How often should I feed buddhist pine?

Feed monthly through spring and summer with a balanced liquid fertiliser at half strength; stop in autumn and winter when growth slows. Feed monthly through spring and summer with a balanced liquid fertiliser at half strength; stop in autumn and winter when growth slows. Treat that as monthly between spring through early autumn (roughly March to September); ease off in autumn and stop entirely in the low light of winter.

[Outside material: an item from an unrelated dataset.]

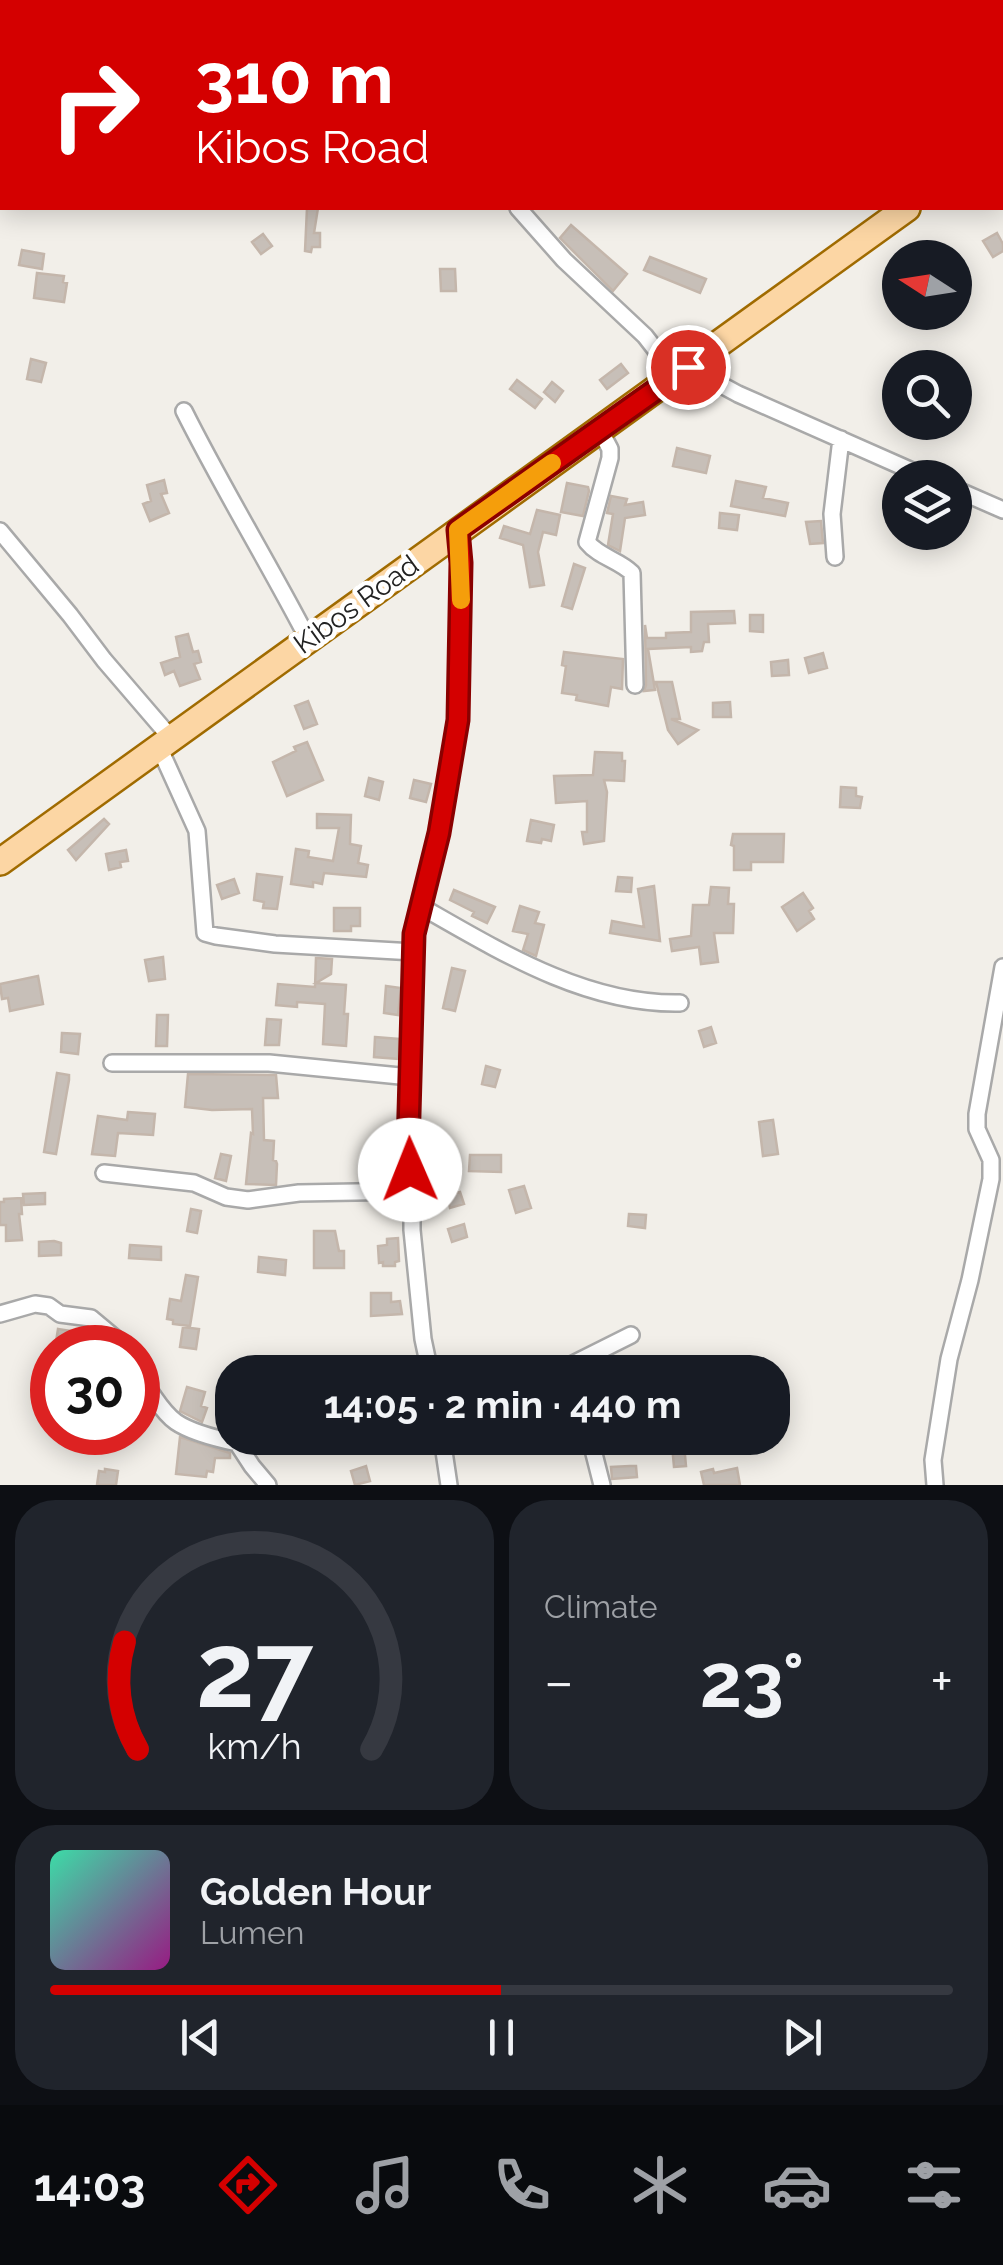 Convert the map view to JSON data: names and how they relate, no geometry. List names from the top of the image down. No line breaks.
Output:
{"streets":{"main road":["Kibos Road"]},"north":"left","page":{"turn":["310 m","Kibos Road"],"limit":"30","trip":"14:05 · 2 min · 440 m","tile":"Climate","heat":["−","23°","+"],"song":["Golden Hour","Lumen"],"tabs":"14:03","gauge":["27","km/h"]}}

What strength of feed for buddhist pine?

Half strength is the safe default for buddhist pine — houseplant feeds are formulated strong, and the diluted dose is gentler on the roots while still ample for foliage.

What does over-feeding buddhist pine look like?

Brown, crispy leaf tips and edges with no sign of underwatering. A white, crusty salt deposit on the soil surface or pot rim. Weak, pale, stretched new growth that flops. Lower leaves yellow and drop while the soil is correctly watered. Feeding buddhist pine year-round on a fixed schedule, including dark winter months, is the most common mistake — it cannot use the nutrients in low light and the surplus simply burns the roots and crusts the soil.

Should I flush the soil of buddhist pine?

Flush the pot of buddhist pine with plain water until it runs freely from the base every couple of months in the feeding season — it washes out the fertiliser salts that cause brown tips.